== Aim of the task ==
What is the number of lines in the entries that contain the word "scale"? Answer with that figure alone.

== Data items ==
┄┄┄┄┄┄┄┄┄┄

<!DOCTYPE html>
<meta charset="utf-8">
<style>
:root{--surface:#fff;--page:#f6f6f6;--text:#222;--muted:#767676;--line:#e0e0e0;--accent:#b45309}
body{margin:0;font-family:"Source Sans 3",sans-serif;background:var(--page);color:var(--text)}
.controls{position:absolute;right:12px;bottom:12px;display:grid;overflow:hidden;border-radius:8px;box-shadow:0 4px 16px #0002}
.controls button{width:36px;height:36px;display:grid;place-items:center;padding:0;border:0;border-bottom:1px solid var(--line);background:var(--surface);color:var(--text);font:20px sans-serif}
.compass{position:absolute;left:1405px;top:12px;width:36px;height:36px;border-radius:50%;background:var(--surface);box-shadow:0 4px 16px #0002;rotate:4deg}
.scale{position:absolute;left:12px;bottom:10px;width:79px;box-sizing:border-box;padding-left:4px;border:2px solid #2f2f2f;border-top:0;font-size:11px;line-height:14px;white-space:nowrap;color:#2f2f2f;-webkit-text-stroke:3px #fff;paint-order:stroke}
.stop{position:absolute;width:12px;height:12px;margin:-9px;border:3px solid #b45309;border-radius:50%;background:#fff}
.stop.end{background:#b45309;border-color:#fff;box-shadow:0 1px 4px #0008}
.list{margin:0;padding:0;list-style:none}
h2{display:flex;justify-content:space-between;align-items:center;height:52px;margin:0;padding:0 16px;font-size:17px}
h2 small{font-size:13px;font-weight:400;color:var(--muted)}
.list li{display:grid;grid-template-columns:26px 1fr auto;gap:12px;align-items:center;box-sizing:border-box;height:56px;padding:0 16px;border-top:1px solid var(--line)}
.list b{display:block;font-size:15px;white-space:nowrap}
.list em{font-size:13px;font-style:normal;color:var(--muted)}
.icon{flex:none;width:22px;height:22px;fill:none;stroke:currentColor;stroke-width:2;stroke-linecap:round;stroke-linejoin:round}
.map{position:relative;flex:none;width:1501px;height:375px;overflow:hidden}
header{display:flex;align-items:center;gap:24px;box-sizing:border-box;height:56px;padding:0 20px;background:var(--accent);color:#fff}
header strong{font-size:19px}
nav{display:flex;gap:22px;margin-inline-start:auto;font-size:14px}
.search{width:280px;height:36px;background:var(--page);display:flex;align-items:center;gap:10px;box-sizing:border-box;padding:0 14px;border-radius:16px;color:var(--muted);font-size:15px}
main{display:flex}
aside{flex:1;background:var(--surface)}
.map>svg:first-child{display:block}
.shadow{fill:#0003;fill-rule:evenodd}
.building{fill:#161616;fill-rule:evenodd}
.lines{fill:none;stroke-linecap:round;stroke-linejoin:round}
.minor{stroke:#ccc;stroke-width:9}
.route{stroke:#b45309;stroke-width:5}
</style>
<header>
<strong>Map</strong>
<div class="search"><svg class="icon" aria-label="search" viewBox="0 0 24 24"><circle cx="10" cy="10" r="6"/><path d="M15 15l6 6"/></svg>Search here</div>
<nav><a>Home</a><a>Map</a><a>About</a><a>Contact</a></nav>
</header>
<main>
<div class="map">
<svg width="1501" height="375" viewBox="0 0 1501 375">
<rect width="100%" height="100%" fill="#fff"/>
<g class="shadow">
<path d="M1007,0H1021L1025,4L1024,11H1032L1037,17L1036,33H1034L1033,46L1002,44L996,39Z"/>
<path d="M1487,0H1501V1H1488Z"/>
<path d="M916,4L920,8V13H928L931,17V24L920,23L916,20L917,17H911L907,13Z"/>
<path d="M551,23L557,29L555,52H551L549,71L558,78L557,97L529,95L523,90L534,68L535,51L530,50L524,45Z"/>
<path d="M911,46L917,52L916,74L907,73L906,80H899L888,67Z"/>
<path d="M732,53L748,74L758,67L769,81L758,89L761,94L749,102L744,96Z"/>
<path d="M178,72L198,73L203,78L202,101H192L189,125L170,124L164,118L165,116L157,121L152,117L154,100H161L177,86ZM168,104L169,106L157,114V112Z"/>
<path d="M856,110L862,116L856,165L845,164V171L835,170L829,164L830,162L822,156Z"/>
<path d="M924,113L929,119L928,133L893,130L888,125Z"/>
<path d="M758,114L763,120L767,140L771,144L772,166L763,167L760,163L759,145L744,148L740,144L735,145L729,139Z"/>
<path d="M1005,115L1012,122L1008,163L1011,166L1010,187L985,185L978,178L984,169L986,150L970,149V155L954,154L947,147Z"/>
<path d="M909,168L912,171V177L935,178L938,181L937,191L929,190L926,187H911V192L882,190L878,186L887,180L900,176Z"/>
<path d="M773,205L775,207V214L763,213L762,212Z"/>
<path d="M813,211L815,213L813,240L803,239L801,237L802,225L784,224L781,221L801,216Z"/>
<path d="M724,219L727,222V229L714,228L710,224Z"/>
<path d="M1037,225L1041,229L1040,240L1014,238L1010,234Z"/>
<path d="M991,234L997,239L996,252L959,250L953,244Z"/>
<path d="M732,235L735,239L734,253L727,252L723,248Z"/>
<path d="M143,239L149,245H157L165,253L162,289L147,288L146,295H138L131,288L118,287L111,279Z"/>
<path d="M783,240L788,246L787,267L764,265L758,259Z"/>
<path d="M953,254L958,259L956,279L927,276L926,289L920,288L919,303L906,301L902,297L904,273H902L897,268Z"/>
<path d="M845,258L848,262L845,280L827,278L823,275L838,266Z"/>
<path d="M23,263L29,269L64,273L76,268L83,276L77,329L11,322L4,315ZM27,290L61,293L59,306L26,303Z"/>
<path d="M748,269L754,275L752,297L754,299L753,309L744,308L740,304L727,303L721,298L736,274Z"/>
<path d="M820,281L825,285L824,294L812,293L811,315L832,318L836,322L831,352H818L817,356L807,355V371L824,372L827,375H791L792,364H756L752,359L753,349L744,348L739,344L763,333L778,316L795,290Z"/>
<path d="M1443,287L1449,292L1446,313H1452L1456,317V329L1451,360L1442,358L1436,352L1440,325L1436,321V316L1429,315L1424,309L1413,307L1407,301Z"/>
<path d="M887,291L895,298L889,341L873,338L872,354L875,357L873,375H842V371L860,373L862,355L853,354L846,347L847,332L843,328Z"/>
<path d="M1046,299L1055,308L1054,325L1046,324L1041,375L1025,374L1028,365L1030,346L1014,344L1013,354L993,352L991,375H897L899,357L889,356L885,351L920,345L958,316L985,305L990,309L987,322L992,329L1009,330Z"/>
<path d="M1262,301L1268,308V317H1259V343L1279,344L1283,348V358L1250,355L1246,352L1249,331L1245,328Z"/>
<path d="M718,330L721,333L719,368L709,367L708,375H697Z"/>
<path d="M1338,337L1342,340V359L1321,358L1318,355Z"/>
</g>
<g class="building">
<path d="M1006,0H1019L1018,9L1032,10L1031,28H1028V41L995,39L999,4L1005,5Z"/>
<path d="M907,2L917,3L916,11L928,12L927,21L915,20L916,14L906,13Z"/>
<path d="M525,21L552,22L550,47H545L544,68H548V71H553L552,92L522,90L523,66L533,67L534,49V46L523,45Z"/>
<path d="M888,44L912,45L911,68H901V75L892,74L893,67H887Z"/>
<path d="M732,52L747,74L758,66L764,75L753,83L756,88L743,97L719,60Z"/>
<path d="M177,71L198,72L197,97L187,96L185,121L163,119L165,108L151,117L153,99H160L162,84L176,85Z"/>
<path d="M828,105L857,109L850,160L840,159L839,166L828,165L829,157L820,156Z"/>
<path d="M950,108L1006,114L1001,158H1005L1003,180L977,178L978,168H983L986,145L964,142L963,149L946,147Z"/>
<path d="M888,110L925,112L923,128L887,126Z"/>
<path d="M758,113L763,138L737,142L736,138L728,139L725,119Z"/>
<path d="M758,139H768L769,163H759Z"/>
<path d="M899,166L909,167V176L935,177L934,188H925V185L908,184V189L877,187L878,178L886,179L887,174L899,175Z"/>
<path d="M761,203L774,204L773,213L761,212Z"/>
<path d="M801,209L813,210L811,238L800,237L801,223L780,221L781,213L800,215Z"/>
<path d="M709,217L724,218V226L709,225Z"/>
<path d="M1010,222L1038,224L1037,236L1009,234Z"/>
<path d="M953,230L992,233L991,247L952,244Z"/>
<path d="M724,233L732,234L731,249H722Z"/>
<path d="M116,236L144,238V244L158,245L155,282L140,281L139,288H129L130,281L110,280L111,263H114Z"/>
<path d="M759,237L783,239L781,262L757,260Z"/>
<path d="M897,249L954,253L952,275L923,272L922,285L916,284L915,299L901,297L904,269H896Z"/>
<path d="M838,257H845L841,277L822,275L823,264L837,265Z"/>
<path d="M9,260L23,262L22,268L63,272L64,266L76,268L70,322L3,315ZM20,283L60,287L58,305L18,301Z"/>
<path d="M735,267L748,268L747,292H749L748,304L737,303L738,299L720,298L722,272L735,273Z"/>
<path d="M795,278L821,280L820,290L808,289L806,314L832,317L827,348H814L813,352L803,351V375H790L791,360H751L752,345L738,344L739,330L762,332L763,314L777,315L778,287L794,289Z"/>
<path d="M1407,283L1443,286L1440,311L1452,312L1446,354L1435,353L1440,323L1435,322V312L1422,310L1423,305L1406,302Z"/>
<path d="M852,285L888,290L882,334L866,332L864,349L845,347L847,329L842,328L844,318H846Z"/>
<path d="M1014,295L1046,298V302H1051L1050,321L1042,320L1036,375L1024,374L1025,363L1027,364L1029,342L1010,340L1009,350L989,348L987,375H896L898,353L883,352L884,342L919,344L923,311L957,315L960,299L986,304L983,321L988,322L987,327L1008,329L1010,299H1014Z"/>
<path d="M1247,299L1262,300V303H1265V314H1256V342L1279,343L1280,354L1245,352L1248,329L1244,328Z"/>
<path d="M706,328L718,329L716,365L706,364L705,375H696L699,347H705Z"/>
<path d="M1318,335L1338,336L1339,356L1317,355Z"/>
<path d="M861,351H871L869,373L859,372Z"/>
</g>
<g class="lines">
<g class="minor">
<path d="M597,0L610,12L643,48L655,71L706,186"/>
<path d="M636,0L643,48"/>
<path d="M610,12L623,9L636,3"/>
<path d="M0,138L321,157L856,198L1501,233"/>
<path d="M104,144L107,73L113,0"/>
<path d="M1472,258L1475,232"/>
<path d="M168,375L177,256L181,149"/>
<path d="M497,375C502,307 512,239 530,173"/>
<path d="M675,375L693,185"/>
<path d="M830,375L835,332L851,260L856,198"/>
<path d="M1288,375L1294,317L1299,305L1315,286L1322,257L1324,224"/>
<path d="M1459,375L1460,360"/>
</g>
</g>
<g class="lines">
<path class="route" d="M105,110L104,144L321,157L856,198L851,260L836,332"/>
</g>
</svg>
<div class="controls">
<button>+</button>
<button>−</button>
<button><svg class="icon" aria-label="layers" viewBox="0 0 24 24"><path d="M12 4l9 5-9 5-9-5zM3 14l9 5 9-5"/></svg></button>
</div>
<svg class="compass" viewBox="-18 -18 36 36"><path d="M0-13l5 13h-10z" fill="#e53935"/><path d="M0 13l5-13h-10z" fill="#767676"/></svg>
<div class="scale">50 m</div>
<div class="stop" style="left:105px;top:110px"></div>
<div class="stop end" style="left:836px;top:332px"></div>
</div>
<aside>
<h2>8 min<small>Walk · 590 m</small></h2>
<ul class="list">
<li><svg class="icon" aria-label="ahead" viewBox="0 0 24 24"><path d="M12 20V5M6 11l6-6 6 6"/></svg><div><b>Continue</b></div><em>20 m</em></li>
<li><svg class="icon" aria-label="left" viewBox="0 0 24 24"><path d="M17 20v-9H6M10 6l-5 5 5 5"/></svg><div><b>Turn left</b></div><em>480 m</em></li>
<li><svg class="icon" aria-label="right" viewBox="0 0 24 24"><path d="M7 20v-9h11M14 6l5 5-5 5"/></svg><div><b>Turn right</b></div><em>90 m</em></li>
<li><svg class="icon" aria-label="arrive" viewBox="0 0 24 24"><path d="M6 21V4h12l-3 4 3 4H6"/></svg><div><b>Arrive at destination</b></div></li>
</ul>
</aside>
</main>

┄┄┄┄┄┄┄┄┄┄

== Output below ==
2